Through the emergence of pervasive computing and affordable wearable sensors, in-situ measurement of different bio-signals has become possible. This powerful source of data can be utilized for several purposes, including activity recognition and task identification. Toward this goal, an efficient algorithm for analyzing this large amount of data – which is gathered 24/7 – is essential. In this section, we use siHMM to model the data collected via Empatica E4 wristband (Empatica, 2015), a wearable device that can collect Electrodermal activity (EDA) (Boucsein, 2012), blood volume pulse (BVP), acceleration, and body temperature. EDA refers to changes in electrical properties of the skin caused by sudomotor innervation (Boucsein, 2012). EDA is an indication of physiological or psychological arousal and has been utilized to objectively measure affective phenomena and sleep quality (Sano et al., 2015).
Segmenting the sensor data can help psychophysiological activity recognition. For instance, it can help in finding stressful periods objectively in order to detect the roots of stress in a person’s lifestyle. However, manual labeling for large amounts of user data (days or months) is time-consuming and even invalid if not reported in a timely manner.

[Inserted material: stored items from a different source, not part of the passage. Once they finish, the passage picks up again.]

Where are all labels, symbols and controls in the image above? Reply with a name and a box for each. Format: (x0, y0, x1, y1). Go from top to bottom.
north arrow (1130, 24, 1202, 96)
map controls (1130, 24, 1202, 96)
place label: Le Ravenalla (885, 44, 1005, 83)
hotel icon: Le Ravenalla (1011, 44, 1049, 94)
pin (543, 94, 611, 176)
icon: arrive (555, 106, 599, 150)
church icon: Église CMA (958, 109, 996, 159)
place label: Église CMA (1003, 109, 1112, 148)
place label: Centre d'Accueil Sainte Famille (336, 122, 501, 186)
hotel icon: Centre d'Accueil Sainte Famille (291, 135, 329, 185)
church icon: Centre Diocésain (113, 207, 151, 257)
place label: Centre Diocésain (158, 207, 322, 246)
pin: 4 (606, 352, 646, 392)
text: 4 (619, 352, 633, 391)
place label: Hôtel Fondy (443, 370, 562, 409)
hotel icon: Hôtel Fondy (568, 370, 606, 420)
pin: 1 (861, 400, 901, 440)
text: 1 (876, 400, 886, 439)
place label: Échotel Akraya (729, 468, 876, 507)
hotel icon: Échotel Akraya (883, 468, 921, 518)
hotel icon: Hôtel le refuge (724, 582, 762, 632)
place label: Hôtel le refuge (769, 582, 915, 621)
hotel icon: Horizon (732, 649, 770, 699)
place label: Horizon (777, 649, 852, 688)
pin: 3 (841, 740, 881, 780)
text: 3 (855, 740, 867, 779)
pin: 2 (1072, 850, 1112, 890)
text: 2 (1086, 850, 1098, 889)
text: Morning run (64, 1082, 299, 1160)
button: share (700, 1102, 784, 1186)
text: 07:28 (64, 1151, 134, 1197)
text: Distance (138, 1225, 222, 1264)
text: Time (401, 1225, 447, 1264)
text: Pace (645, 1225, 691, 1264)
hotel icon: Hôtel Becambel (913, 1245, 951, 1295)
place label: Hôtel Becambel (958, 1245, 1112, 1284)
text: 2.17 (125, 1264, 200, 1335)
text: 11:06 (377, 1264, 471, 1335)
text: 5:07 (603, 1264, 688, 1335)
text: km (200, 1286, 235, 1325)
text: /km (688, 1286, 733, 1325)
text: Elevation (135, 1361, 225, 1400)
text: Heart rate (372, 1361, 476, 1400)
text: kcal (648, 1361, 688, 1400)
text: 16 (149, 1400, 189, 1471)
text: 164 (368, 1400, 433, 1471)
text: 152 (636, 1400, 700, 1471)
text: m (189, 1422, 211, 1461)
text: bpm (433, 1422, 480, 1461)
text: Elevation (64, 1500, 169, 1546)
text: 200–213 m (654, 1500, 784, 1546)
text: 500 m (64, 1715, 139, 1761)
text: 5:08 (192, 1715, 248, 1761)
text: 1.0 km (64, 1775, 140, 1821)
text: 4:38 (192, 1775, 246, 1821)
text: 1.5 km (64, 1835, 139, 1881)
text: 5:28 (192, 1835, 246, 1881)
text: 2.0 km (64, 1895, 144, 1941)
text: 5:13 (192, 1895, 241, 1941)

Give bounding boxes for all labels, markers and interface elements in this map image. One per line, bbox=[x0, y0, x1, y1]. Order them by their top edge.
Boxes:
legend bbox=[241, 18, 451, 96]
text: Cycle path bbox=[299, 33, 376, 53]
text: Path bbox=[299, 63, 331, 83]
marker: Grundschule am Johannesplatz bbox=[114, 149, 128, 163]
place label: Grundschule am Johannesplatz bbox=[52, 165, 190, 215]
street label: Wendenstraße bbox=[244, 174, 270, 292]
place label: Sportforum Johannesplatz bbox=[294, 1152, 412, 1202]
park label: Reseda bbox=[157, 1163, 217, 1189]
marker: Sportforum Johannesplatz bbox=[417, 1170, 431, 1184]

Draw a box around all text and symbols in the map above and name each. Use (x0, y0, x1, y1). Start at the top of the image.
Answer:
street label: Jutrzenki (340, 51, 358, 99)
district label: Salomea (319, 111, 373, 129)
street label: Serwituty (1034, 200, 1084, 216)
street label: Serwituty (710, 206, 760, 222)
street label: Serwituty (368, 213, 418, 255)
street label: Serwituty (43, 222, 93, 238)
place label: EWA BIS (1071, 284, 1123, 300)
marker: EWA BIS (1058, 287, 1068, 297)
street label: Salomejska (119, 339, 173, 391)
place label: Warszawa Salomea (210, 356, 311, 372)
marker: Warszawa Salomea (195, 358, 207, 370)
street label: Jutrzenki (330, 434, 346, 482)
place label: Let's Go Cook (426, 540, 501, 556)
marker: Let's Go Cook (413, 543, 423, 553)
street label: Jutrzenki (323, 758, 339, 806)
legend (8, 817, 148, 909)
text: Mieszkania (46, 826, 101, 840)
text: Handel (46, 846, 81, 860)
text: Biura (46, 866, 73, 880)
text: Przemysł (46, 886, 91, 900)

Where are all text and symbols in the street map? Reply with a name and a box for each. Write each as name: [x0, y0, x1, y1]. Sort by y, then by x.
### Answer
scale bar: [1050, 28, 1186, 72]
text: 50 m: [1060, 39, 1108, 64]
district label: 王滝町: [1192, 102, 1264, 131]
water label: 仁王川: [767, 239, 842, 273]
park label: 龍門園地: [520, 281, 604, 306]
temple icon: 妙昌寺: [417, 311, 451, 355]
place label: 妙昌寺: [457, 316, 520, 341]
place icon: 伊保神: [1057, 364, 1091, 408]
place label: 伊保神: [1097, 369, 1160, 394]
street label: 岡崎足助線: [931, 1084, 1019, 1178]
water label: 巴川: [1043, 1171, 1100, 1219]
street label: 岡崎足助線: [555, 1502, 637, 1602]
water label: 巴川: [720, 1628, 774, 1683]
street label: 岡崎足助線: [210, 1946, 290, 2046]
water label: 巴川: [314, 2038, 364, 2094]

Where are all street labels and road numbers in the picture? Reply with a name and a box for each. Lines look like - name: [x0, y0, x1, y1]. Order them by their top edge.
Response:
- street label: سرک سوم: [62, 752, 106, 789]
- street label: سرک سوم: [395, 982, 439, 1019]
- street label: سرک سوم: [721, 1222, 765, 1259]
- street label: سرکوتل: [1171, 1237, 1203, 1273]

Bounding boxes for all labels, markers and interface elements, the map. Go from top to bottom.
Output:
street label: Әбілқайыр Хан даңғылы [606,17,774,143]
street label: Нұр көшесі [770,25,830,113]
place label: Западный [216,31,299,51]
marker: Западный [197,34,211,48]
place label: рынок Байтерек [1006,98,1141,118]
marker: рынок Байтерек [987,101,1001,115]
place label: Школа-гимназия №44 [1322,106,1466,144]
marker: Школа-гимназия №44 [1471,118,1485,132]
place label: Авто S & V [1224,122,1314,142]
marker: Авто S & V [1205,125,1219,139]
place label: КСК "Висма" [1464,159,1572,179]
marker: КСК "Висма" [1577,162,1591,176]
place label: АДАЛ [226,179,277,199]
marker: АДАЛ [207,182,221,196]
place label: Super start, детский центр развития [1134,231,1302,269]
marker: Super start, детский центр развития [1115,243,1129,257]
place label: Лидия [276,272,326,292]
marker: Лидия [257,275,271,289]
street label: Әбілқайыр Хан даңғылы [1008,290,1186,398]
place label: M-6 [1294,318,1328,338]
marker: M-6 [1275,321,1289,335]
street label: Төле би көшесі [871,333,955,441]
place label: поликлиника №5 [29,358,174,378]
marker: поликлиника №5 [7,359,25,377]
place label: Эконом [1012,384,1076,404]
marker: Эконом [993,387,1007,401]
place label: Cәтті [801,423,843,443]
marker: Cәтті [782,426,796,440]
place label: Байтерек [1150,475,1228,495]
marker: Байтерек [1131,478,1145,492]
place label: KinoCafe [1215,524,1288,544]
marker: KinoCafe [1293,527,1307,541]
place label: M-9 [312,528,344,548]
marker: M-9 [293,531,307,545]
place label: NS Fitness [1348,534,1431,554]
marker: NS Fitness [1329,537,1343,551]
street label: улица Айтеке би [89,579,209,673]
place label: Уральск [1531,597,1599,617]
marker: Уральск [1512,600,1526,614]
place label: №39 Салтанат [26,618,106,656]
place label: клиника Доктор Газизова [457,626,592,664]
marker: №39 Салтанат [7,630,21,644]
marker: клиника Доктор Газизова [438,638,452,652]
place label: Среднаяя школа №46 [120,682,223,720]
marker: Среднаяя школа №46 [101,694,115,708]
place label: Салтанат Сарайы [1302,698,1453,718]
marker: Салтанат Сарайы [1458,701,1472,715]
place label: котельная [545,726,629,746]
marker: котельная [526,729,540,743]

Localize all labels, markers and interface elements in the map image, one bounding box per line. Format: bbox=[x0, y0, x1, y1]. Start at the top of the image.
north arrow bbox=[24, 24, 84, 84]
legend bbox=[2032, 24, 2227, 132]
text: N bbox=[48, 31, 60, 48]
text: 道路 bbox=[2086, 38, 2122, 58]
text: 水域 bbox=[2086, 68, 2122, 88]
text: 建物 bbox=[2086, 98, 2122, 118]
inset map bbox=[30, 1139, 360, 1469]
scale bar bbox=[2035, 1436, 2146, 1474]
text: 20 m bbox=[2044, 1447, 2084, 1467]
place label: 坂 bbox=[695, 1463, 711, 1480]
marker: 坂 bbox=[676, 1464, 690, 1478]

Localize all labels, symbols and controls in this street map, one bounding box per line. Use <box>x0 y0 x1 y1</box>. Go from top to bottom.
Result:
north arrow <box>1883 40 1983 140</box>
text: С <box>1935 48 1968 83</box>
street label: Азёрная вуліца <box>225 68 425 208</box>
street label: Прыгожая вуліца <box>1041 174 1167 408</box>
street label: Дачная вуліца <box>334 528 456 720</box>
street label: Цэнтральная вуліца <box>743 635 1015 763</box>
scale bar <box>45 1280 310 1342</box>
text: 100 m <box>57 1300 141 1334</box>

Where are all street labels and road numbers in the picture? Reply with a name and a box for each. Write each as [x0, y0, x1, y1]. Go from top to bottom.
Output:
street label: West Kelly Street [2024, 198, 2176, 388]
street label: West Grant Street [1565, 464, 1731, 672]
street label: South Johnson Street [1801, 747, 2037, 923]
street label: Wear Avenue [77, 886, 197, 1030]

We use a dataset with 12000 time steps, collected from a single user, and model the (normalized) observations (i.e., EDA, BVP and acceleration in 3 dimensions) by a multivariate Gaussian distribution. The hyperparameter setting is similar to that of Section5.3.
The labeling error in Table 2 shows that feature-independent siHMM, while performing comparably to sub-iHMM, outperforms iHMM by a relative error reduction of 50%. Fig. 5.4 demonstrates the inferred segments for siHMM and the baselines. It seems that the single observation feature that we are using for the experiment does not help in this dataset; however, more sophisticated features may help improving the segmentation.
We proposed a new Bayesian nonparametric model, siHMM, for modeling dynamics at two timescales in time series. Our model is a simple extension to the widely used iHMM and has an efficient inference scheme. Although our model is less flexible than other nonparametric models for hierarchical time series, we showed that it can perform reasonably well in practice. One potential application of our model is using the inferred state-independent transition vector () for summarizing a sequence. For instance, in the user behavior analysis, this vector may represent a user fingerprint and users can be grouped based on it. For a better understanding of this feature and the behavior of our model in other applications, a more comprehensive comparison with other models is useful.